> **Source records**
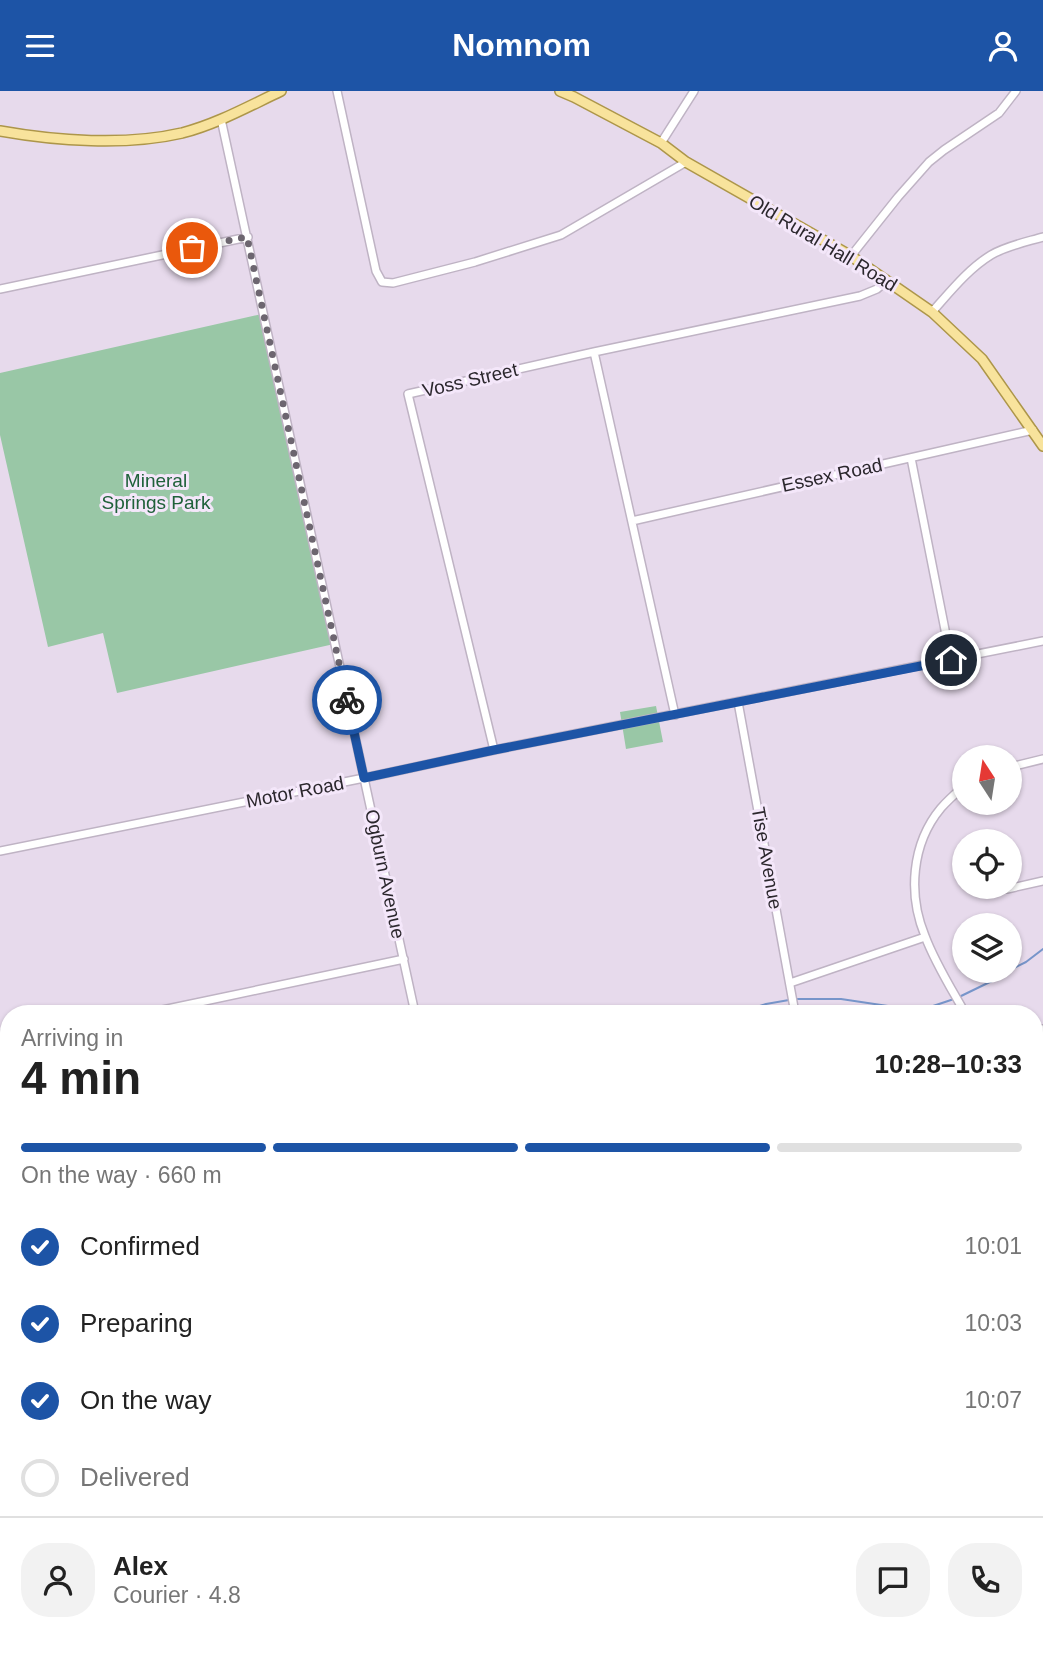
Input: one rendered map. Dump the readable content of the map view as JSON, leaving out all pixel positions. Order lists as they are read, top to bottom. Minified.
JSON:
{"streets":{"main road":["Old Rural Hall Road"],"street":["Voss Street","Essex Road","Motor Road","Tise Avenue","Ogburn Avenue"]},"crossings":[["Old Rural Hall Road","Voss Street"],["Old Rural Hall Road","Essex Road"],["Voss Street","Motor Road"],["Motor Road","Tise Avenue"],["Motor Road","Ogburn Avenue"]],"parks":["Mineral Springs Park"],"north":"top","page":{"header":"Nomnom","heading":["4 min","Arriving in","10:28–10:33"],"panel":["Alex","Courier · 4.8"],"bar":"On the way · 660 m","list":[["Confirmed","10:01"],["Preparing","10:03"],["On the way","10:07"],"Delivered"]}}
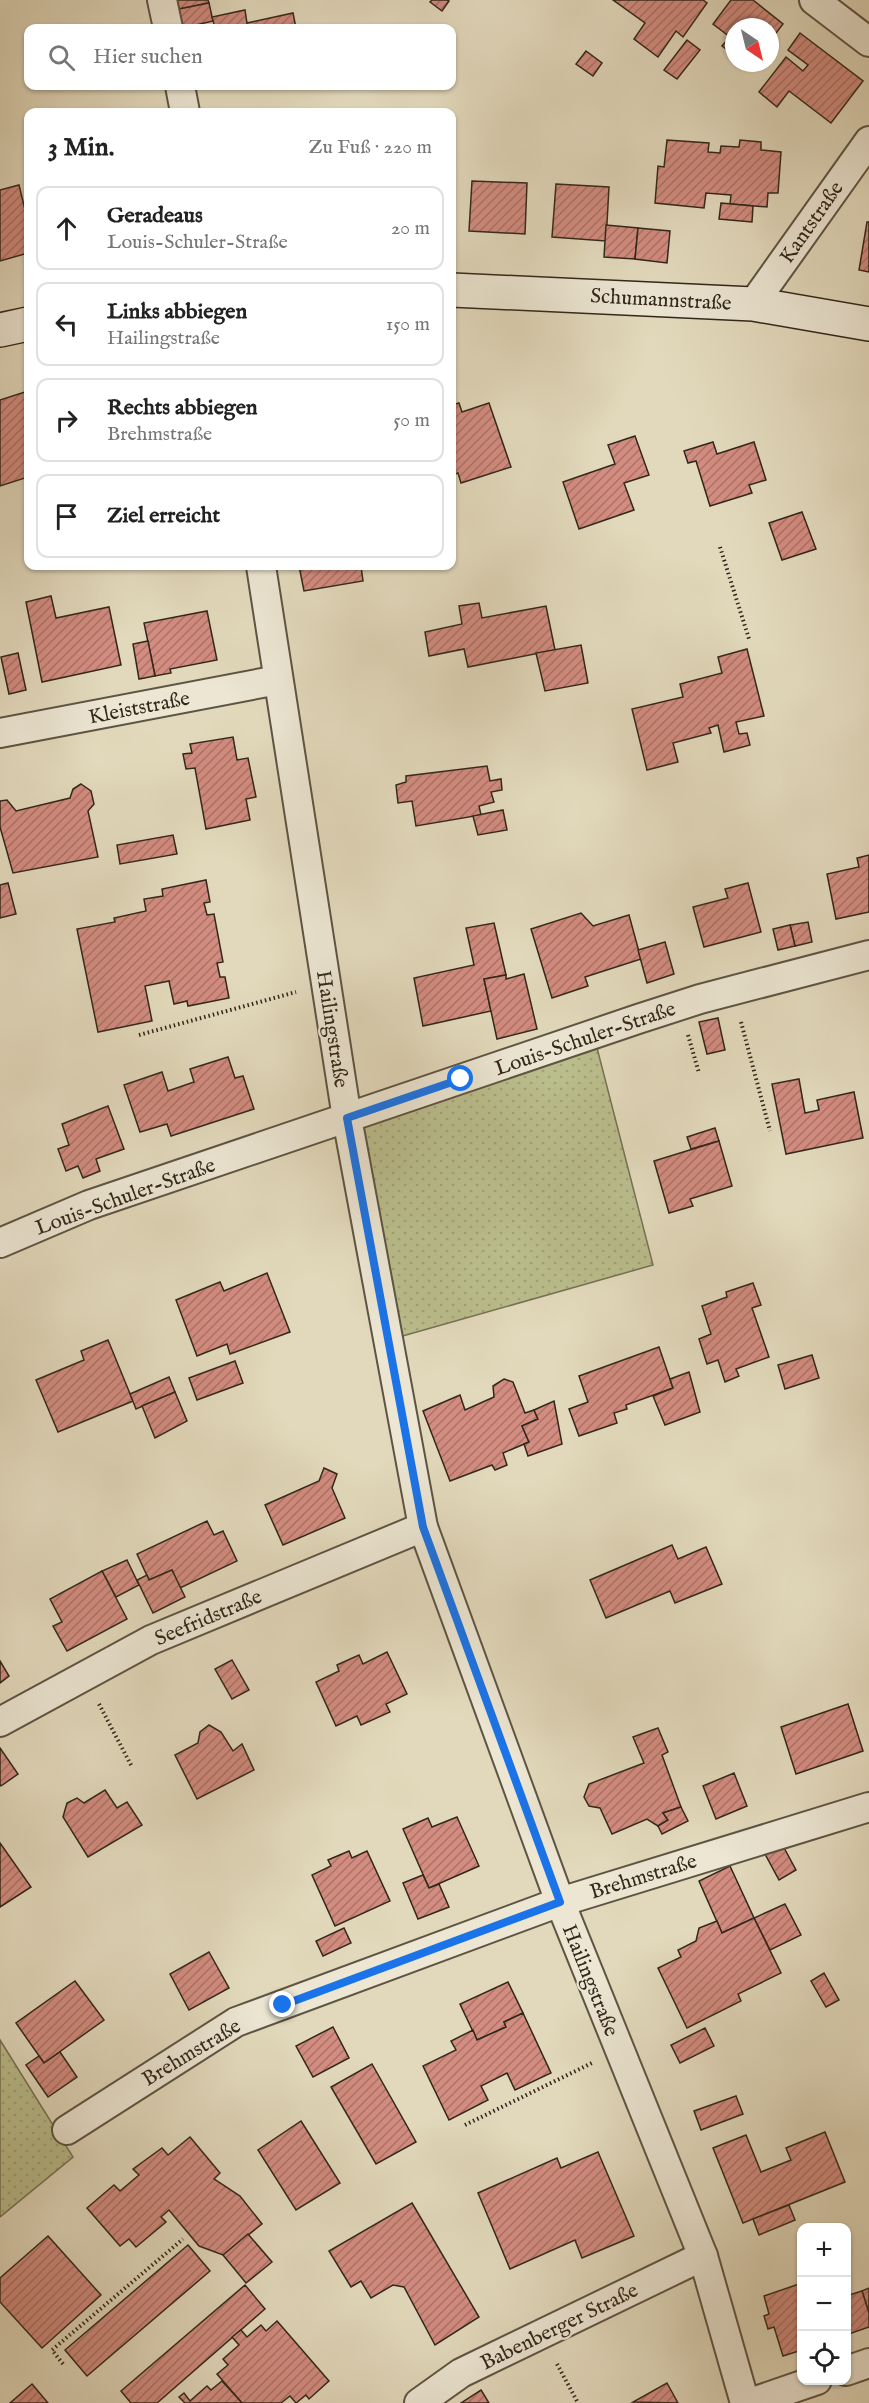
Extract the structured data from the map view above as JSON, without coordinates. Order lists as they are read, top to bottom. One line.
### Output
{"streets":{"street":["Kantstraße","Schumannstraße","Kleiststraße","Hailingstraße","Louis-Schuler-Straße","Seefridstraße","Brehmstraße","Babenberger Straße"]},"crossings":[["Kantstraße","Schumannstraße"],["Kleiststraße","Hailingstraße"],["Hailingstraße","Louis-Schuler-Straße"],["Hailingstraße","Seefridstraße"],["Hailingstraße","Brehmstraße"],["Hailingstraße","Babenberger Straße"]],"north":"bottom right","page":{"search":"Hier suchen","heading":["3 Min.","Zu Fuß · 220 m"],"list":[["Geradeaus","Louis-Schuler-Straße","20 m"],["Links abbiegen","Hailingstraße","150 m"],["Rechts abbiegen","Brehmstraße","50 m"],"Ziel erreicht"],"map_buttons":["+","−"]}}
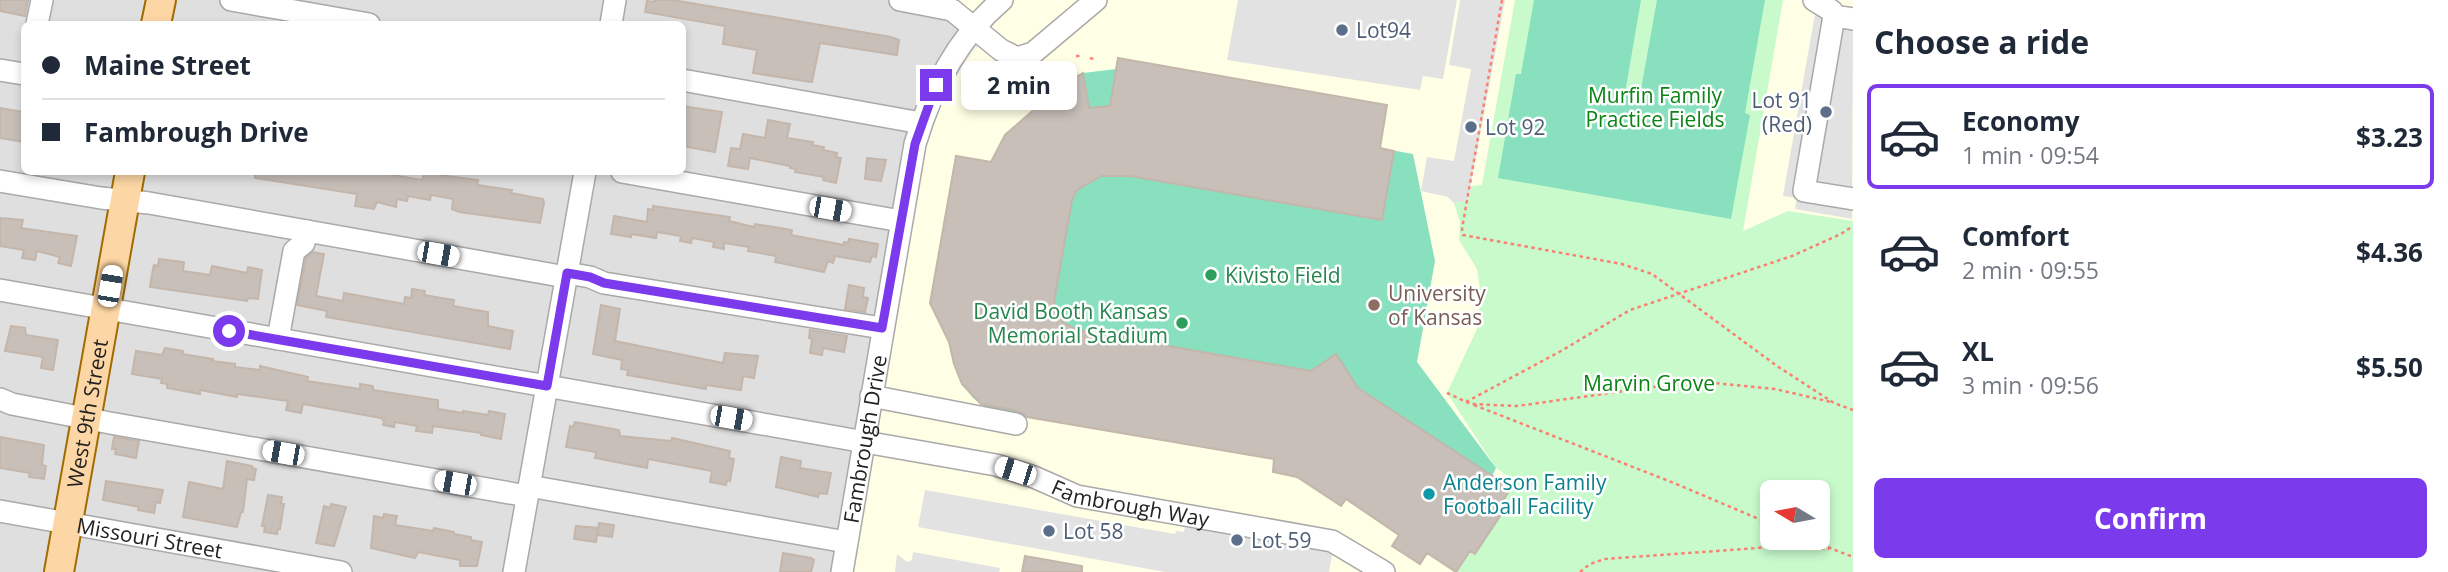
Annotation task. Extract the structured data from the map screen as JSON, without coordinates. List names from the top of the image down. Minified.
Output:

> **Your assignment**
Scan the material above for lines holding the string "they" and copy those lines.

> **Written response**
Input: one rendered map. Dump the readable content of the map view as JSON, leaving out all pixel positions. Order lists as they are read, top to bottom. Minified.
Extract the structured data from the map view above as JSON, without coordinates. Order lists as they are read, top to bottom. One line.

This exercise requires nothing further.